Bacillus cereus is Able to Resist Certain Antibiotic Therapies

The pathogenic bacterium Bacillus cereus causes vomiting and diarrhoea as well as systemic and local infections such as sepsis or eye infections. A team from the Vetmeduni Vienna has now reported for the first time that B. cereus, following contact with certain antibiotics, can switch into a special slowed-down mode. The bacteria then form small colony variants (SVCs) that are difficult to diagnose and almost impossible to treat with certain antibiotics. This newly discovered mechanism may provide an alternative explanation for antibiotic resistance. 

The bacterium B. cereus had so far been considered to be exclusively endospore-forming. In response to harsh conditions, the bacteria form protective endospores enabling them to remain dormant for extended periods. When conditions are more favourable, the endospores reactivate to become fully functioning bacteria.

Elrike Frenzel, Markus Kranzler and Monika Ehling-Schulz of the Institute of Microbiology at the University of Veterinary Medicine Vienna have now shown for the first time that B. cereus has an alternative lifestyle in the form of so called small colony variants (SCVs). In B. cereus these SCVs form in response to exposure with aminoglycoside antibiotics. SCVs grow slower than the original form of B. cereus. They have an altered metabolism and are resistant to those antibiotics which triggered this state, namely aminoglycosides.

“The bacterium protects itself against the harmful effects of the antibiotics by forming these Small Colony Variants. But B. cereus is usually treated with exactly those antibiotics which induce the SCV state. If an antibiotic triggers the formation of SCVs, it also triggers resistance,” first author Frenzel explains.  

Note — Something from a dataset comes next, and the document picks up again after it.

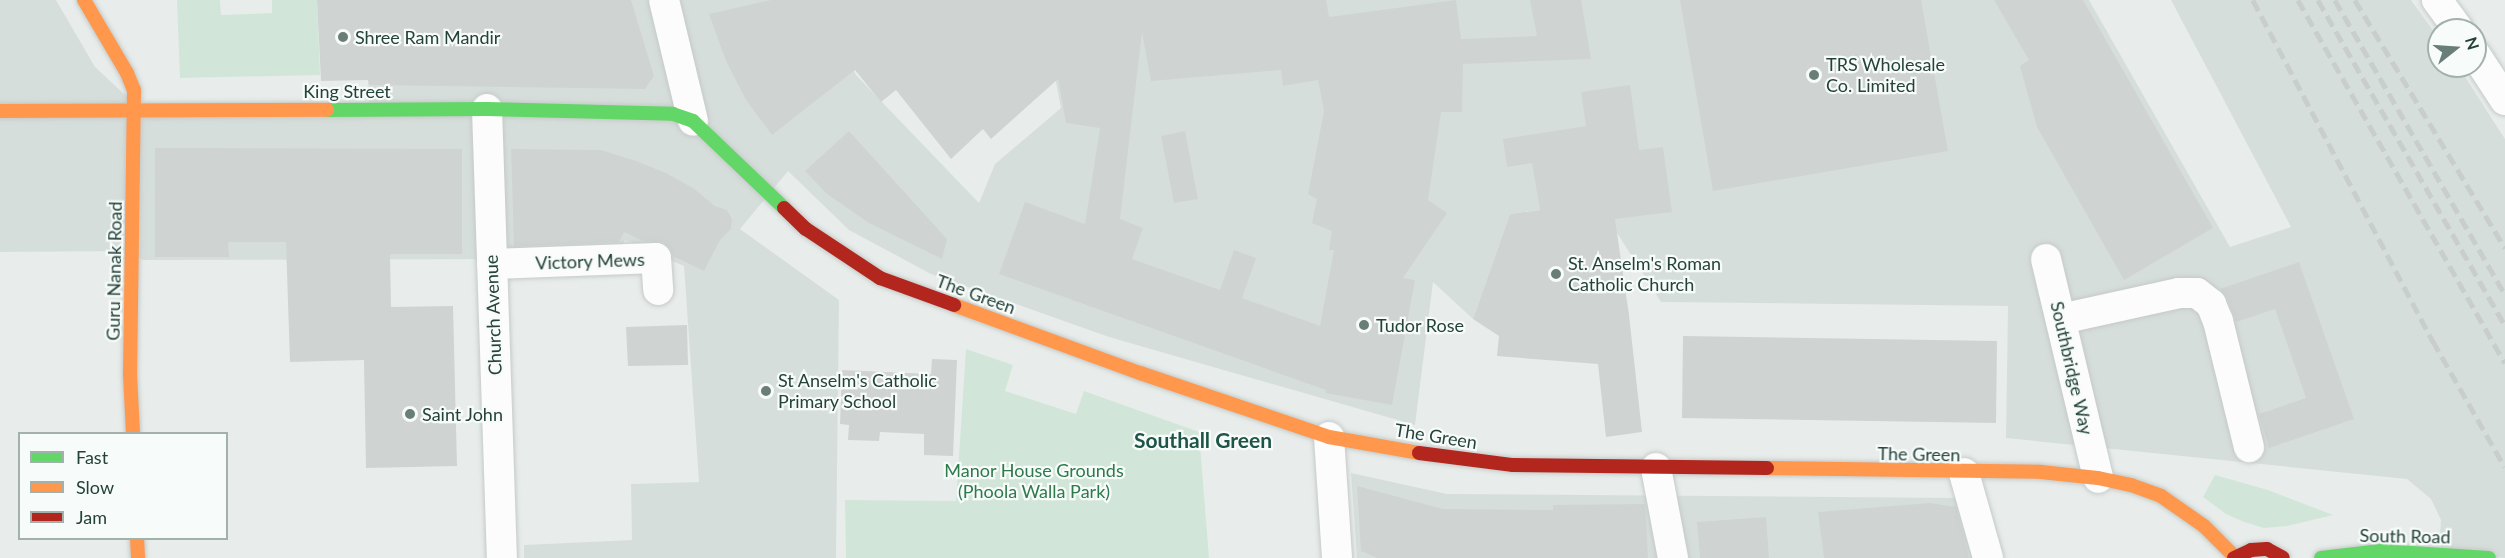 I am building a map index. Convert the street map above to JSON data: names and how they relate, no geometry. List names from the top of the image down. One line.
{"streets":{"street":["King Street","Victory Mews","Guru Nanak Road","The Green","Church Avenue","Southbridge Way","South Road"]},"crossings":[["King Street","Guru Nanak Road"],["King Street","The Green"],["King Street","Church Avenue"],["Victory Mews","Church Avenue"],["The Green","Southbridge Way"]],"districts":["Southall Green"],"parks":["Manor House Grounds (Phoola Walla Park)"],"places":["Shree Ram Mandir","TRS Wholesale Co. Limited","St. Anselm's Roman Catholic Church","Tudor Rose","St Anselm's Catholic Primary School","Saint John"],"legend":["Fast","Slow","Jam"],"north":"right"} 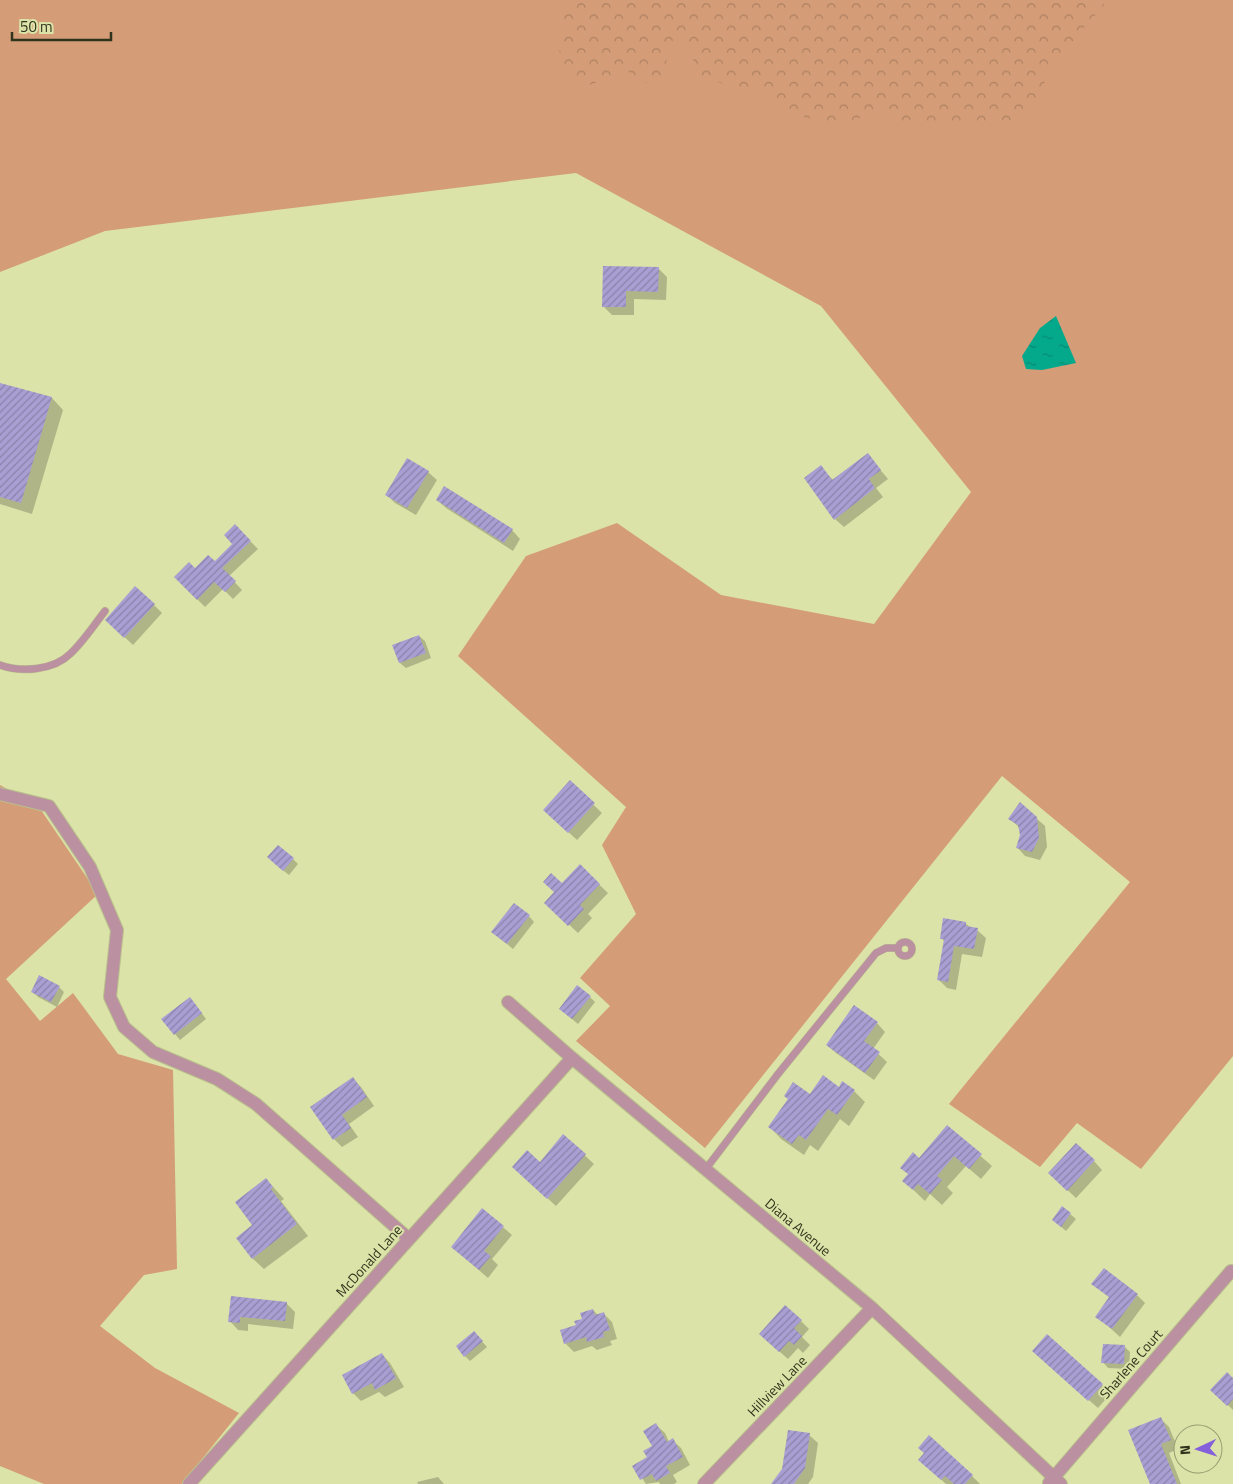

Rethinking therapy and diagnostics

The mechanism discovered by Frenzel, Kranzler and Ehling-Schulz is of enormous significance in clinical practice. Traditional diagnostic methods are based on the identification of metabolic features of B. cereus. These tests will not detect SCVs, however, as they have a slower, altered metabolism. This may result in incorrect antibiotic therapies or even failed diagnoses. Study author Frenzel sees molecular-based diagnostics as the only way to diagnose this form of B. cereus.

Treating B. cereus infections using only aminoglycoside antibiotics could bear the risk of a prolonged infection. SCVs grow more slowly, but they still produce toxins that are harmful to the body. “In this case, a combination therapy with other antibiotic groups is advisable,” Frenzel recommends.

New molecular mechanism of SCV formation

One species of bacteria that has been known for years to be a multiresistant hospital pathogen and which poses a life-threatening risk for immunocompromised individuals in particular is Staphylococcus aureus. Those bacteria also form SCVs, but unlike B. cereus they are capable of reverting to its original state. For B. cereus, the adaptation to a small colony variant appears to be final. “We believe that the SCV formation in B. cereus functions differently than in S. aureus,” says study author Ehling-Schulz.

Environmental niche to cope with stress

“The ability to form SCVs appears to be of environmental significance for the bacteria,” Frenzel believes. “This alternative lifestyle allows the bacteria to avoid threatening stress factors such as antibiotic exposure. B. cereus are soil-dwelling, and other microorganism in the soil produce antibiotics. Here, too, the formation of SCVs would be an advantage for the bacteria.”